* **What is needed**
Search each line of the data for the word "shadow"; copy every line where it is found.

(Beginning of Supplied material)

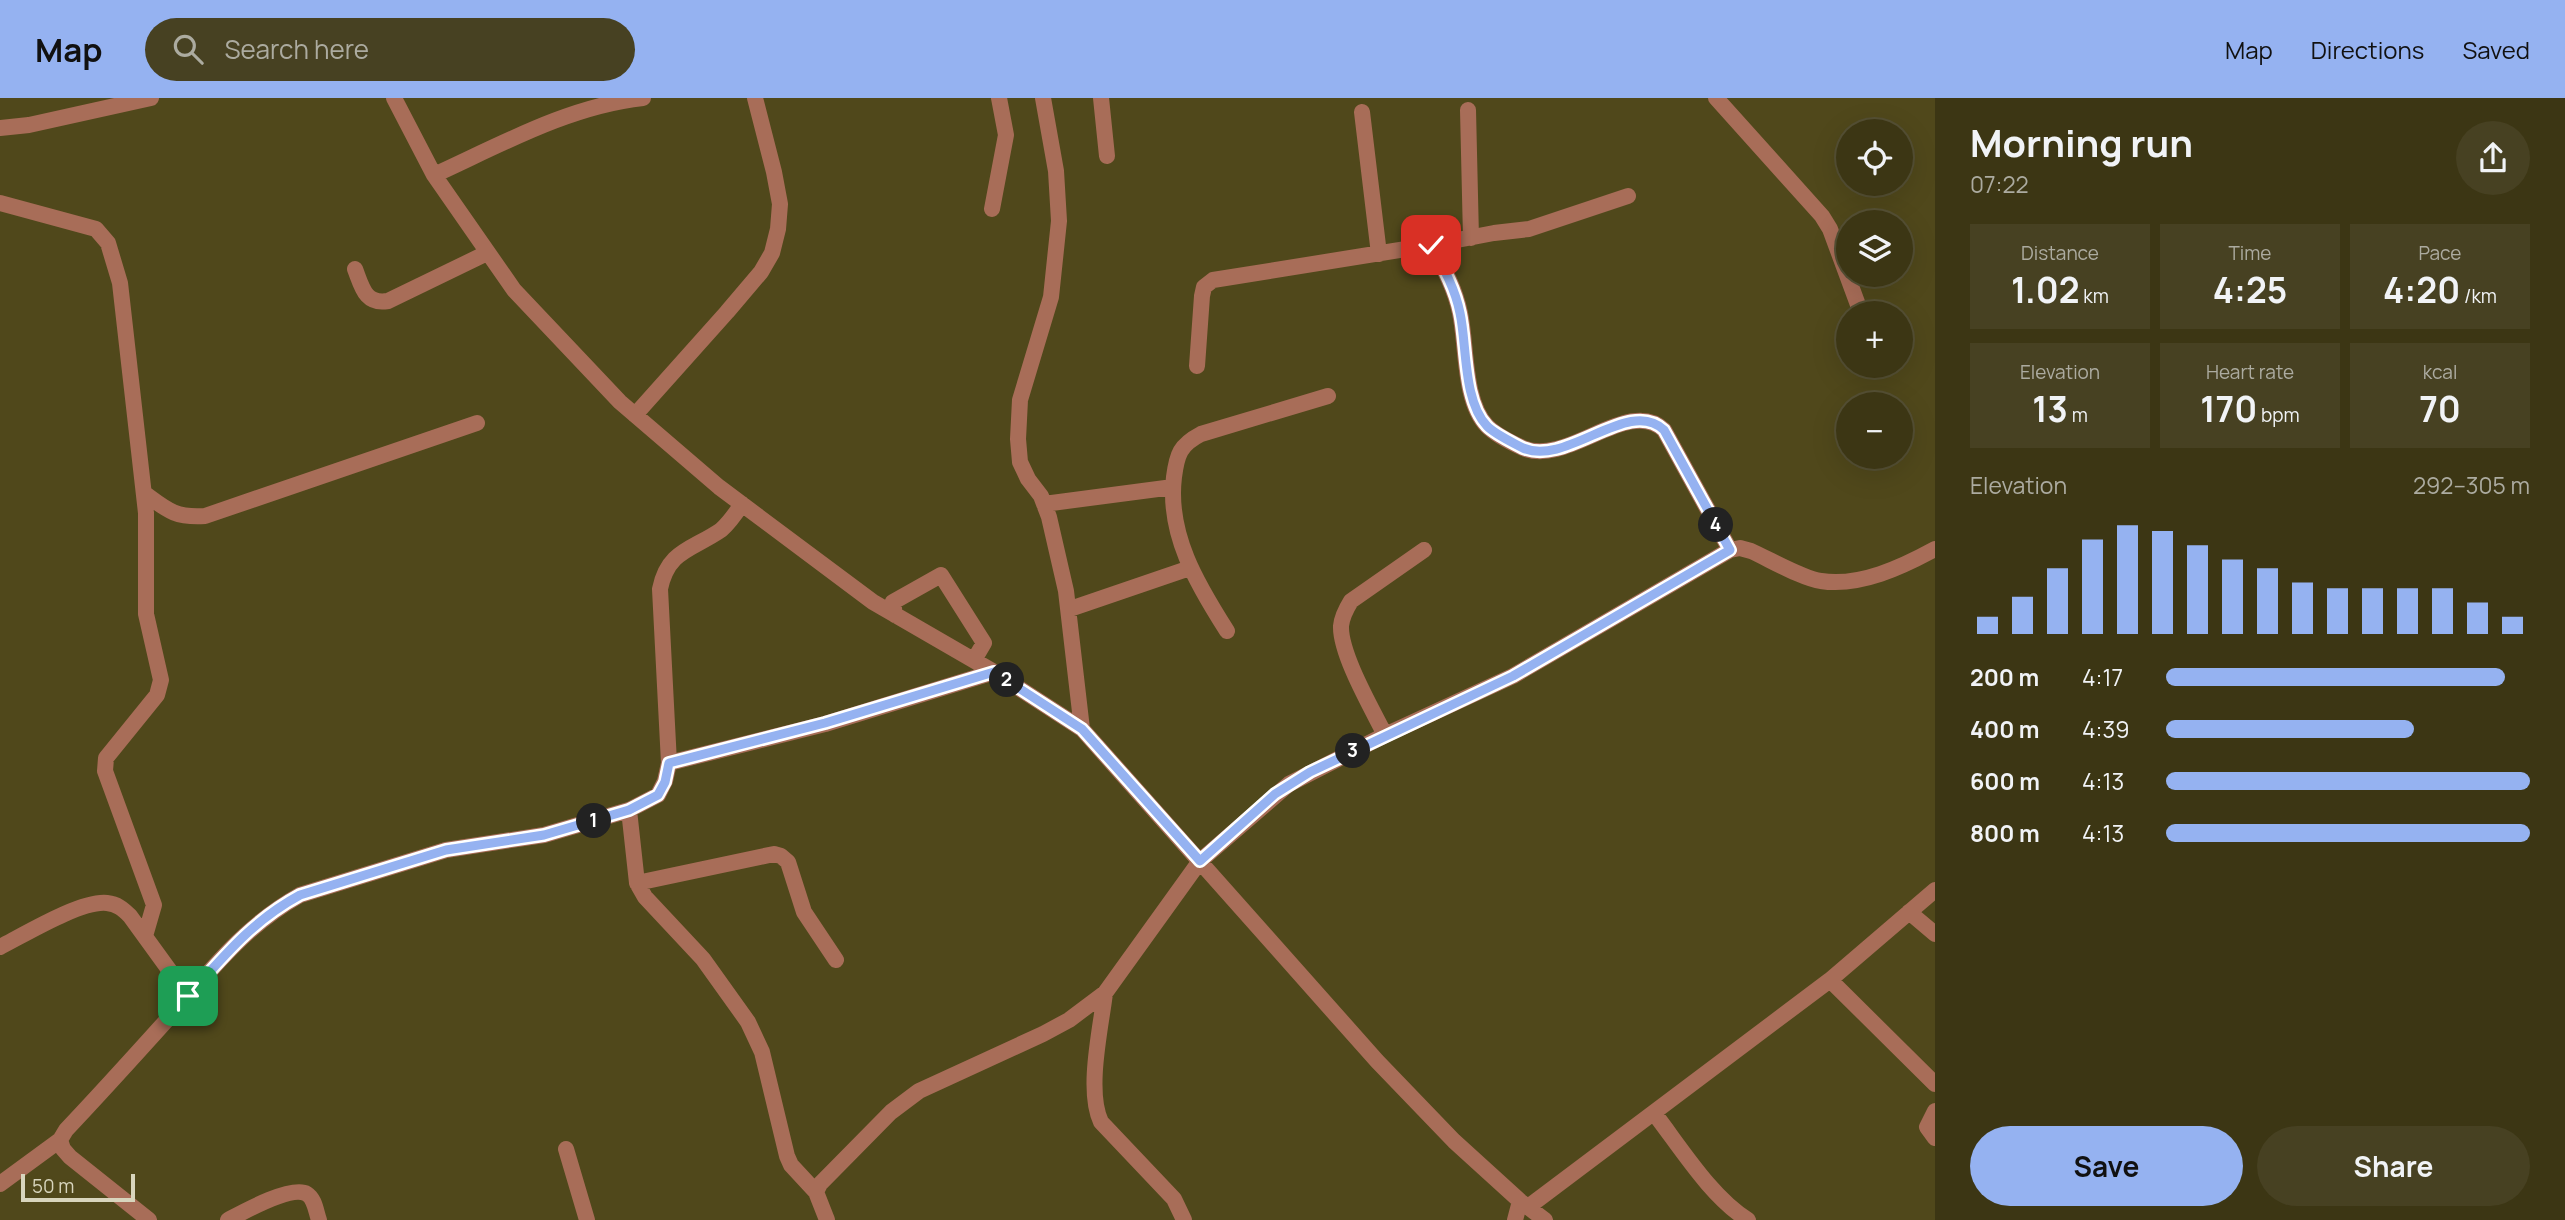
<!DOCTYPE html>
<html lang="en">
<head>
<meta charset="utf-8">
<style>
	:root { --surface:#3c3614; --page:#474122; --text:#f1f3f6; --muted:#acaba0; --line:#555034; --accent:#95b2f1 }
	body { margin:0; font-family:Manrope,sans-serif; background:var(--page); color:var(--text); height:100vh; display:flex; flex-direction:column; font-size:26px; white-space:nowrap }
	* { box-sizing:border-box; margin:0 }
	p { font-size:23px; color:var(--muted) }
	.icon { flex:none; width:38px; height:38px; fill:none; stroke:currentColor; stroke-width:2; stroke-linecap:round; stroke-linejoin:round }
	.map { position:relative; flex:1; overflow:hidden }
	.drawer { display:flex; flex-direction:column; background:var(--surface); width:630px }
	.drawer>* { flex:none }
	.buttons { position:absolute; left:1836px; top:21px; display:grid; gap:14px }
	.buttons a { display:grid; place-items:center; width:77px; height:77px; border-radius:50%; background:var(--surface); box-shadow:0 7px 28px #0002,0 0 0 2px var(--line); font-size:35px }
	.scale { position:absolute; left:21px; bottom:18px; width:114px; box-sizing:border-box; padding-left:7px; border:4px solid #d8d5bd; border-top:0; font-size:19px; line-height:24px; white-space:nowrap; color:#d8d5bd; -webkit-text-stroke:5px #50481b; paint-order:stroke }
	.pin { position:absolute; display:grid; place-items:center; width:60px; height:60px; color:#fff; margin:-30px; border-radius:14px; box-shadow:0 4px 10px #0006 }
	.km { position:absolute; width:35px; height:35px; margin:-18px; border-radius:50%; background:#222; color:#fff; font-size:19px; line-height:35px; text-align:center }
	.round { display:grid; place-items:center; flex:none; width:74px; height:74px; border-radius:37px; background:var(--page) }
	.headline { display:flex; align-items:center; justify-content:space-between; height:119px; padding:0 35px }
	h1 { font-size:38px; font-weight:700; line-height:52px }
	.figures { display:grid; grid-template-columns:repeat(3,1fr); gap:10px; height:119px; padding:7px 35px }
	.figures div { display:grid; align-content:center; border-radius:0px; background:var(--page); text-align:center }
	.figures b { font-size:35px; font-weight:700 }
	.figures small { font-size:19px; font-weight:400 }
	.figures p { font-size:19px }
	.chart { height:196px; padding:14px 35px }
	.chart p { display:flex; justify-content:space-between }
	.chart svg { width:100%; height:126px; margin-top:7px; stroke:var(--accent); stroke-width:6 }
	.cta { display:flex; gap:14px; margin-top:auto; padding:14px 35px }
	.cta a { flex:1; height:80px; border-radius:42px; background:var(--accent); color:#111; font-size:28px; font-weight:700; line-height:80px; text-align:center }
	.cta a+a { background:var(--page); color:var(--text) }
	ul { padding:0 35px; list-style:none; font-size:23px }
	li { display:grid; grid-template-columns:112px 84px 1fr; align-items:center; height:52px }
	li i { height:18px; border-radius:9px; background:var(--accent) }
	header { display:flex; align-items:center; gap:42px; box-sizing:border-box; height:98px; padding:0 35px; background:var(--accent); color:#111 }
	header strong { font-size:33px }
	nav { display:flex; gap:38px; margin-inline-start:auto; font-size:24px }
	.search { width:490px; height:63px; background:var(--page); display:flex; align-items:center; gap:18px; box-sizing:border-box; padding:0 24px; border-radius:38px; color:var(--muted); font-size:26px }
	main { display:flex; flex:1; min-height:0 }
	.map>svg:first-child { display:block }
</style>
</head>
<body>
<header>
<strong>Map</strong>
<div class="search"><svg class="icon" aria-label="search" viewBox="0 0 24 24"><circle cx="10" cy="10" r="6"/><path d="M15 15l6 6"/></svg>Search here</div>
<nav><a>Map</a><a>Directions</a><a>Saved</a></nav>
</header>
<main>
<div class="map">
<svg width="1935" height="1122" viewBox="0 0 1935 1122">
	<rect width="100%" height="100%" fill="#50481b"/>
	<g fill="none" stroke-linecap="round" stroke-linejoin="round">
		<!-- minor -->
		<path stroke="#a86d58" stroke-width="16" d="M394,0L434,77L514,192L620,304L719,389L873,504L994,574L1082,631L1377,963L1454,1043L1520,1103L1545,1122
			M1043,0L1056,73L1059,123L1051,199L1020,302L1018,341L1020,364L1028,381L1041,398L1049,419L1066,493L1082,631
			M1101,0L1107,58
			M1716,0L1822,118L1830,131L1861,215
			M1468,12L1471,140
			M1362,14L1379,156
			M0,30L29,27L151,0
			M434,77C500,47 569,8 643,0
			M0,105L96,131L108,145L120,185L146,415V516L161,582L157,597L106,660L105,673L154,807L145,838
			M992,111L1006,37L999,0
			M1431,147L1494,135L1529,131L1628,98
			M355,171C362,189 365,207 388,203L487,155
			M1197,268L1202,198L1204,189L1213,182L1431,147C1443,169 1455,190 1460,215C1467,247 1463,303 1487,328C1496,337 1512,345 1523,350C1567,369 1629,298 1664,332L1730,452
			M635,317L727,214L761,174L772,155L778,131L780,106L774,74L755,0
			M144,395C167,412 175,420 205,418L477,325
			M1044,406L1173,389
			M1070,511L1190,470
			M895,517L893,504L941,477L984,545L974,562
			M1227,533C1197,486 1167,436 1174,379C1177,356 1180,347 1201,336L1328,298
			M1385,637C1372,611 1340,556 1341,528C1342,518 1346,511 1351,503L1424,452
			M669,665L825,626L994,574
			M629,712L637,785L645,799L703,861L748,924L762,954L787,1058L791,1067L816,1094
			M637,785L774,756L781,758L788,764L804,814L836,862
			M1909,814L1935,836
			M0,849C24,837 81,802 107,805C117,806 123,811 130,818L188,898
			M1830,882L1935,986
			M1105,895C1101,929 1086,993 1101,1024L1174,1101L1184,1122
			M1935,1013L1927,1029L1935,1040
			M1654,1015C1681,1050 1711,1099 1748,1122
			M566,1051L587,1122
			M0,1086L60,1042
			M1528,1109L1830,882L1935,792
			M149,1122L70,1059L63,1051L60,1042L66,1032C103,993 139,953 175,913C214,868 248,826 300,797L446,752L544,737L629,712L658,697L665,683L669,665L660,491C668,452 692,452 721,432C729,425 736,415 742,406
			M228,1122C243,1114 292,1087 307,1096C315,1101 316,1114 319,1122
			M827,1122L816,1094L820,1086L891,1014L919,993L1043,936L1069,922L1105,895L1200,763L1289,686L1385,637L1513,578L1730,452L1740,450L1751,453C1769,461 1803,481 1821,483C1860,489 1902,469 1935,451
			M1515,1122L1520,1103"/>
	</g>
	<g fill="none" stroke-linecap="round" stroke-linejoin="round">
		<!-- route casing -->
		<g stroke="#fff" stroke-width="14">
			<path id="route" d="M188,898C224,858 252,823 300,797L446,752L544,737L629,712L658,697L665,684L669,665L825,625L994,574L1082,631L1200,763L1275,696L1310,674L1513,578L1730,452L1664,332C1629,298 1567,369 1523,350C1512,344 1496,337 1487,328C1463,303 1467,247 1460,215C1455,190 1443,169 1431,147"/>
		</g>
		<!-- route -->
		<use href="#route" stroke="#95b2f1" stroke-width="9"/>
	</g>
</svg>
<div class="buttons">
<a><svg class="icon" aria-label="locate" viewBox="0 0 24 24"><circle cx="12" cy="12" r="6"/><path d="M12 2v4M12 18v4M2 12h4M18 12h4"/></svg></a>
<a><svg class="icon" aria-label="layers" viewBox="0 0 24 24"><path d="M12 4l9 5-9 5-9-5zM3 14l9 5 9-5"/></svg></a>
<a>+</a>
<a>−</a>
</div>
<div class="scale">50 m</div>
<div class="pin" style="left:188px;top:898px;background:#1e9e55"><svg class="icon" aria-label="arrive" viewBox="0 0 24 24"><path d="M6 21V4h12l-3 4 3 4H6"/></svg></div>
<div class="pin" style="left:1431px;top:147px;background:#d93025"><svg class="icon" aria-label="check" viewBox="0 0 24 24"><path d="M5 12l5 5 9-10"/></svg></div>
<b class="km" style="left:594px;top:723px">1</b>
<b class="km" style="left:1007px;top:582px">2</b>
<b class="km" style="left:1353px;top:653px">3</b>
<b class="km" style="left:1716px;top:427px">4</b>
</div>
<section class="drawer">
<div class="headline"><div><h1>Morning run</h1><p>07:22</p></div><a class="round"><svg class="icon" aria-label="share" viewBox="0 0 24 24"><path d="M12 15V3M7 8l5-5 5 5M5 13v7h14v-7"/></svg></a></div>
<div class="figures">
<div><p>Distance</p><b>1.02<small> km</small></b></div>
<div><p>Time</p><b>4:25</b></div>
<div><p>Pace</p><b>4:20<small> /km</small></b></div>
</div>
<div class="figures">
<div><p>Elevation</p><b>13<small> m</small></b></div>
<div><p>Heart rate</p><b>170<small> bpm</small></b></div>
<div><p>kcal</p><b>70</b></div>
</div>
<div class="chart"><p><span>Elevation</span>292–305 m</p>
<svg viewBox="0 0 160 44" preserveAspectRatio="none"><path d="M5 44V38M15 44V31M25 44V21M35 44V11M45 44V6M55 44V8M65 44V13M75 44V18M85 44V21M95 44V26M105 44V28M115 44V28M125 44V28M135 44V28M145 44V33M155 44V38"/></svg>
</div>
<ul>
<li><b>200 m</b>4:17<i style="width:93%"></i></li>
<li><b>400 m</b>4:39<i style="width:68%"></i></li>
<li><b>600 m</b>4:13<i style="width:100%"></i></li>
<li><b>800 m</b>4:13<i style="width:100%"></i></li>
</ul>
<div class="cta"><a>Save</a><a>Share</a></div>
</section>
</main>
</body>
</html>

(End of Supplied material)

* **Response to this task**
	.buttons a { display:grid; place-items:center; width:77px; height:77px; border-radius:50%; background:var(--surface); box-shadow:0 7px 28px #0002,0 0 0 2px var(--line); font-size:35px }
	.pin { position:absolute; display:grid; place-items:center; width:60px; height:60px; color:#fff; margin:-30px; border-radius:14px; box-shadow:0 4px 10px #0006 }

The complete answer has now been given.